For h.264/AVC I can see the following on one of my machines (excerpt):
...
VAProfileH264ConstrainedBaseline: VAEntrypointEncSliceLP
...
VAProfileH264Main : VAEntrypointEncSliceLP
...
VAProfileH264High : VAEntrypointEncSliceLP
...
Do you see those LP
postfixes for h.265/HEVC on your GPU in the output of vainfo
?
@brmarkus ,
It's RocketLake. HEVC LP is supported there.
@tongshi203 , Let's try to narrow down there the issue is.

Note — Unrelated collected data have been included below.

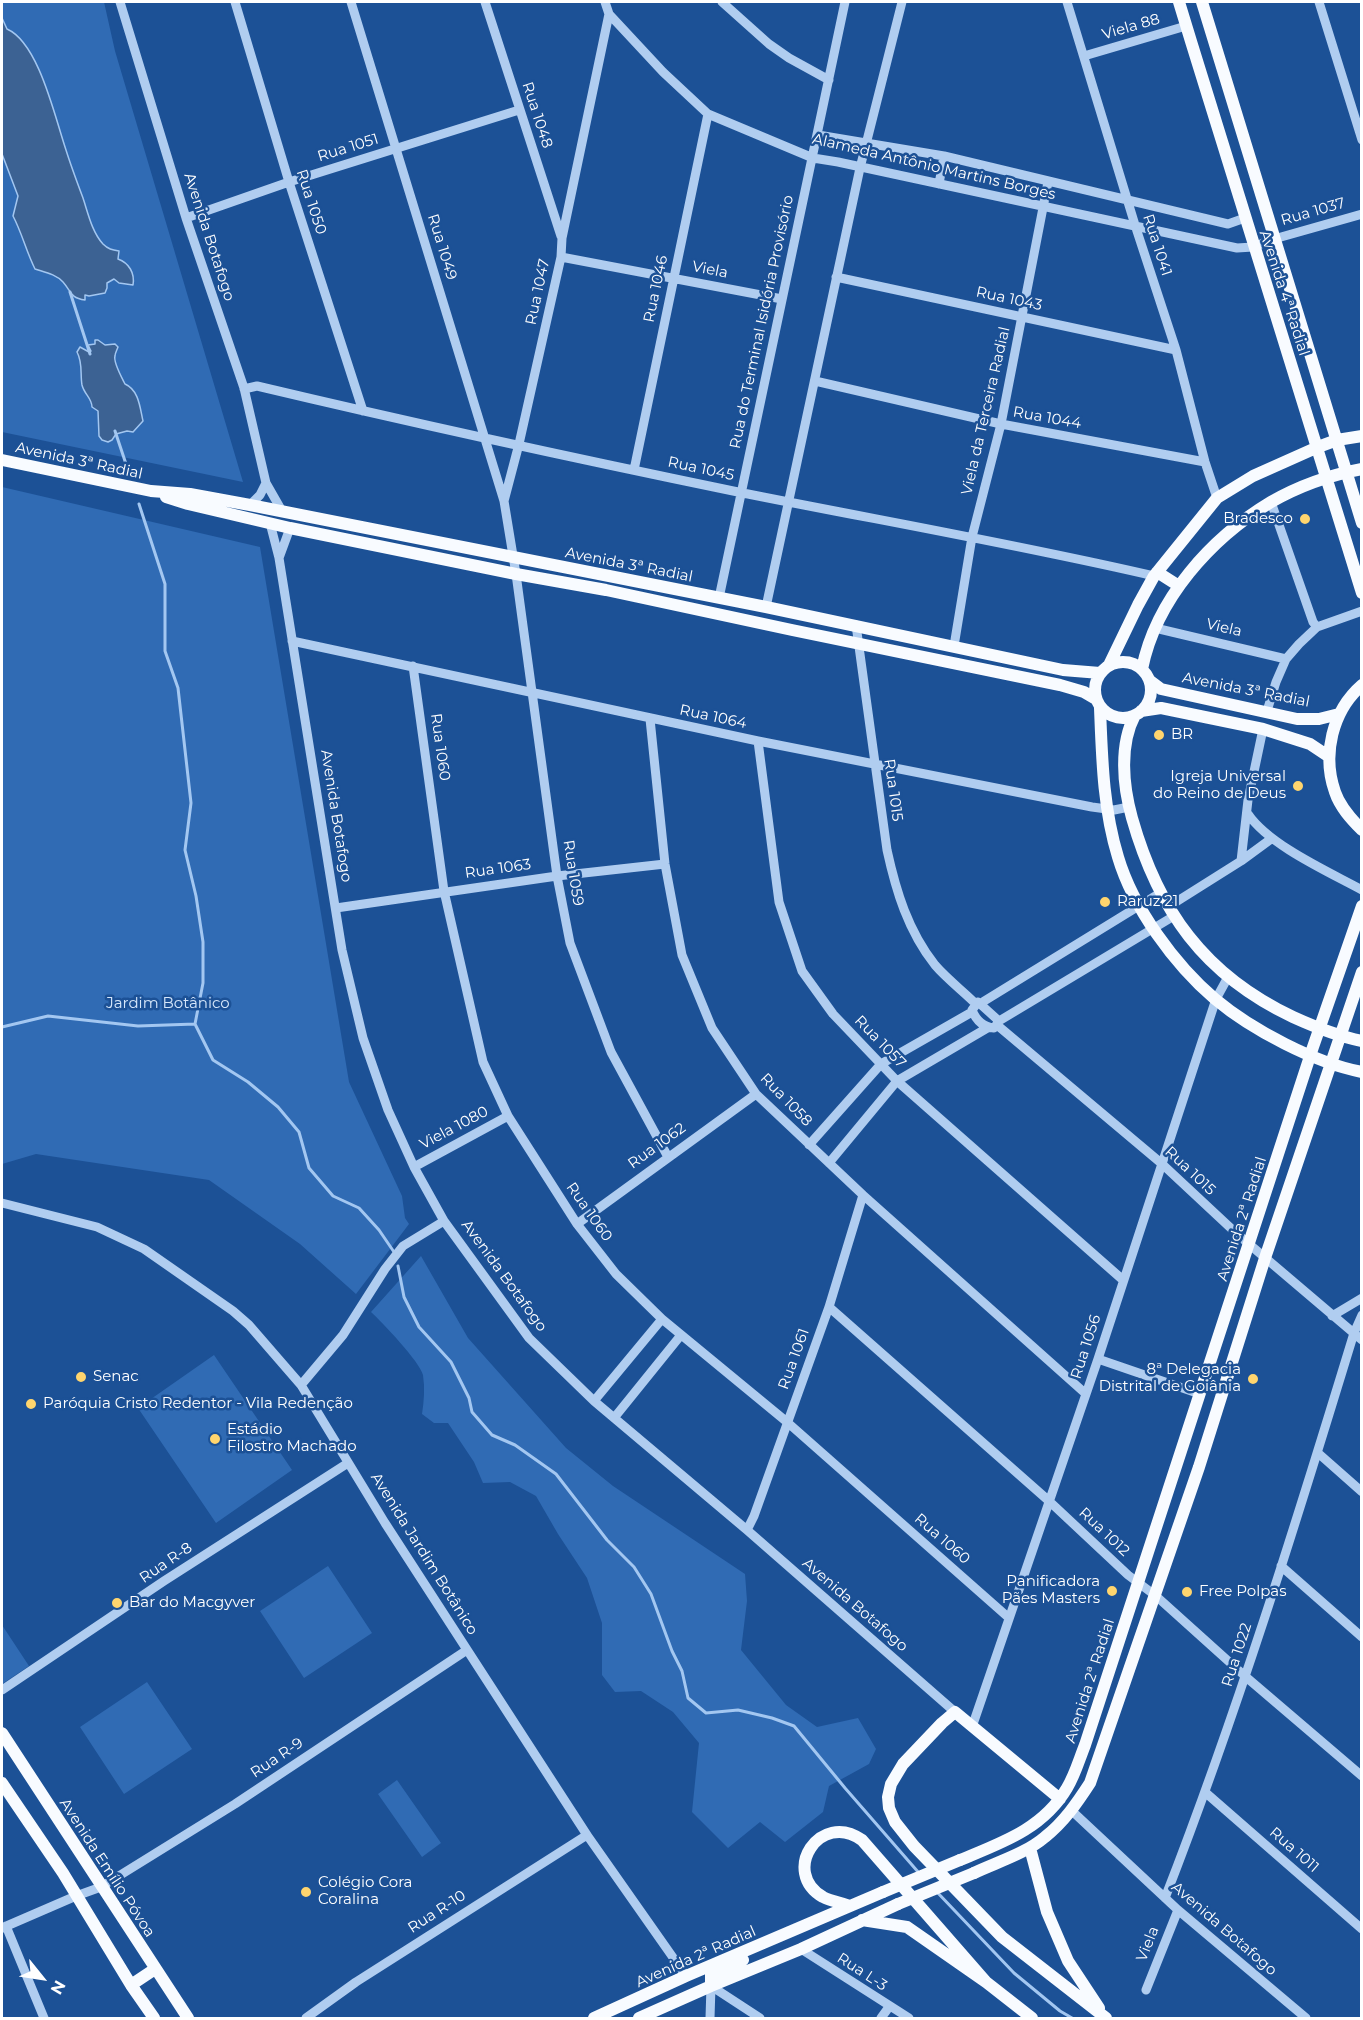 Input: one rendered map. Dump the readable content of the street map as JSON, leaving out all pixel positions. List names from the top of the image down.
{
  "streets": {
    "main road": [
      "Avenida Botafogo",
      "Avenida 4ª Radial",
      "Avenida 3ª Radial",
      "Avenida 2ª Radial",
      "Avenida Emílio Póvoa"
    ],
    "street": [
      "Viela 88",
      "Rua 1048",
      "Rua 1051",
      "Alameda Antônio Martins Borges",
      "Rua 1050",
      "Rua 1037",
      "Rua 1041",
      "Rua 1049",
      "Viela",
      "Rua 1046",
      "Rua 1047",
      "Rua 1043",
      "Rua do Terminal Isidória Provisório",
      "Viela da Terceira Radial",
      "Rua 1044",
      "Rua 1045",
      "Rua 1064",
      "Rua 1060",
      "Rua 1015",
      "Rua 1063",
      "Rua 1059",
      "Rua 1057",
      "Rua 1058",
      "Viela 1080",
      "Rua 1062",
      "Rua 1056",
      "Rua 1061",
      "Rua 1012",
      "Avenida Jardim Botânico",
      "Rua R-8",
      "Rua 1022",
      "Rua R-9",
      "Rua 1011",
      "Rua R-10",
      "Rua L-3"
    ]
  },
  "crossings": [
    ["Viela 88", "Rua 1041"],
    ["Viela 88", "Avenida 4ª Radial"],
    ["Rua 1048", "Rua 1051"],
    ["Rua 1048", "Rua 1047"],
    ["Rua 1051", "Rua 1050"],
    ["Rua 1051", "Avenida Botafogo"],
    ["Rua 1051", "Rua 1049"],
    ["Alameda Antônio Martins Borges", "Rua 1037"],
    ["Alameda Antônio Martins Borges", "Rua 1041"],
    ["Alameda Antônio Martins Borges", "Rua 1046"],
    ["Alameda Antônio Martins Borges", "Rua 1047"],
    ["Alameda Antônio Martins Borges", "Avenida 4ª Radial"],
    ["Alameda Antônio Martins Borges", "Rua do Terminal Isidória Provisório"],
    ["Alameda Antônio Martins Borges", "Viela da Terceira Radial"],
    ["Rua 1050", "Rua 1045"],
    ["Rua 1037", "Avenida 4ª Radial"],
    ["Avenida Botafogo", "Viela"],
    ["Avenida Botafogo", "Avenida 3ª Radial"],
    ["Avenida Botafogo", "Rua 1045"],
    ["Avenida Botafogo", "Rua 1064"],
    ["Avenida Botafogo", "Rua 1063"],
    ["Avenida Botafogo", "Viela 1080"],
    ["Avenida Botafogo", "Avenida 2ª Radial"],
    ["Avenida Botafogo", "Rua 1056"],
    ["Avenida Botafogo", "Rua 1061"],
    ["Avenida Botafogo", "Rua 1022"],
    ["Rua 1041", "Rua 1043"],
    ["Rua 1041", "Rua 1044"],
    ["Rua 1049", "Rua 1047"],
    ["Rua 1049", "Rua 1045"],
    ["Viela", "Rua 1046"],
    ["Viela", "Rua 1047"],
    ["Viela", "Rua do Terminal Isidória Provisório"],
    ["Rua 1046", "Rua 1045"],
    ["Rua 1047", "Avenida 3ª Radial"],
    ["Rua 1047", "Rua 1045"],
    ["Rua 1047", "Rua 1059"],
    ["Rua 1043", "Viela da Terceira Radial"],
    ["Rua do Terminal Isidória Provisório", "Avenida 3ª Radial"],
    ["Rua do Terminal Isidória Provisório", "Rua 1045"],
    ["Viela da Terceira Radial", "Rua 1044"],
    ["Viela da Terceira Radial", "Avenida 3ª Radial"],
    ["Viela da Terceira Radial", "Rua 1045"],
    ["Avenida 3ª Radial", "Rua 1015"],
    ["Avenida 3ª Radial", "Rua 1059"],
    ["Rua 1064", "Rua 1060"],
    ["Rua 1064", "Rua 1015"],
    ["Rua 1064", "Rua 1059"],
    ["Rua 1064", "Rua 1057"],
    ["Rua 1064", "Rua 1058"],
    ["Rua 1060", "Rua 1063"],
    ["Rua 1060", "Viela 1080"],
    ["Rua 1060", "Rua 1062"],
    ["Rua 1060", "Rua 1056"],
    ["Rua 1060", "Rua 1061"],
    ["Rua 1015", "Avenida 2ª Radial"],
    ["Rua 1015", "Rua 1056"],
    ["Rua 1015", "Rua 1022"],
    ["Rua 1063", "Rua 1059"],
    ["Rua 1063", "Rua 1058"],
    ["Rua 1059", "Rua 1062"],
    ["Rua 1057", "Rua 1056"],
    ["Rua 1058", "Rua 1062"],
    ["Rua 1058", "Rua 1056"],
    ["Rua 1058", "Rua 1061"],
    ["Avenida 2ª Radial", "Rua 1012"],
    ["Avenida 2ª Radial", "Avenida Jardim Botânico"],
    ["Rua 1056", "Rua 1012"],
    ["Rua 1061", "Rua 1012"],
    ["Rua 1012", "Rua 1022"],
    ["Avenida Jardim Botânico", "Rua R-8"],
    ["Avenida Jardim Botânico", "Rua R-9"],
    ["Avenida Jardim Botânico", "Rua R-10"],
    ["Rua 1022", "Rua 1011"],
    ["Rua R-9", "Avenida Emílio Póvoa"]
  ],
  "parks": ["Jardim Botânico"],
  "places": [
    "Bradesco",
    "BR",
    "Igreja Universal do Reino de Deus",
    "Raruz 21",
    "Senac",
    "8ª Delegacia Distrital de Goiânia",
    "Paróquia Cristo Redentor - Vila Redenção",
    "Estádio Filostro Machado",
    "Panificadora Pães Masters",
    "Free Polpas",
    "Bar do Macgyver",
    "Colégio Cora Coralina"
  ],
  "north": "bottom right"
}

Please run:
./sample_multi_transcode -i::h265 1.h265 -hw -o::h265 new.h265 -hw -la_ext -lowpower:on
./sample_multi_transcode -i::h265 1.h265 -hw -o::h265 new.h265 -hw -cqp -qpi 26 -qpp 26 -qpb 26 -lowpower:on
./sample_multi_transcode -i::h265 1.h265 -hw -o::h265 new.h265 -hw -b 5000 -lowpower:on
and share results.Please also send output from: dmesg | grep drm ls /dev/dri lspci -nn
Please also send dmesg output after MFX_ERR_DEVICE_FAILED error is triggered.

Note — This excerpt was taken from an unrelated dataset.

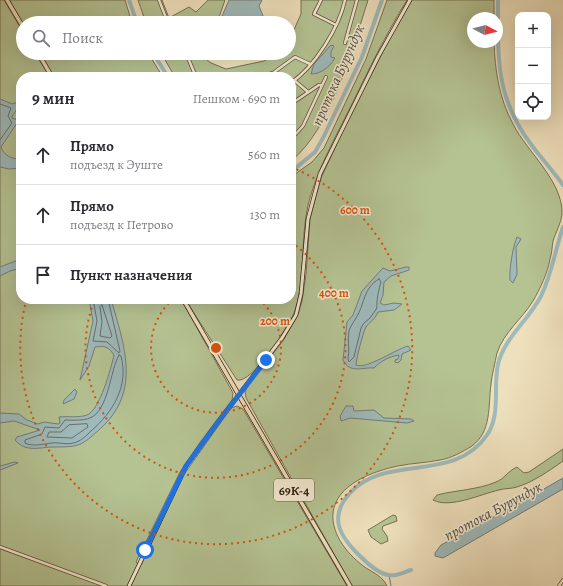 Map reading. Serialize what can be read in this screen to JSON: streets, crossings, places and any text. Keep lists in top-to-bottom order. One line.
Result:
{"streets":{"main road":["69К-4"]},"water":["протока Бурундук"],"north":"right","page":{"map_buttons":["+","−"],"search":"Поиск","heading":["9 мин","Пешком · 690 m"],"list":[["Прямо","подъезд к Эуште","560 m"],["Прямо","подъезд к Петрово","130 m"],"Пункт назначения"]},"rings":["600 m","400 m","200 m"]}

1. [root@localhost release]# ./sample_multi_transcode -i::h265 1.h265 -hw -o::h265 new.h265 -hw -la_ext -lowpower:on Multi Transcoding Sample Version 8.4.27.0
libva info: VA-API version 1.12.0 libva info: Trying to open /usr/lib64/dri/iHD_drv_video.so libva info: Found init function __vaDriverInit_1_12 libva info: va_openDriver() returns 0 Session 0: plugin_loader.h :185 [INFO] Plugin was loaded from GUID: { 0x58, 0x8f, 0x11, 0x85, 0xd4, 0x7b, 0x42, 0x96, 0x8d, 0xea, 0x37, 0x7b, 0xb5, 0xd0, 0xdc, 0xb4 } (Intel (R) Media SDK plugin for LA ENC)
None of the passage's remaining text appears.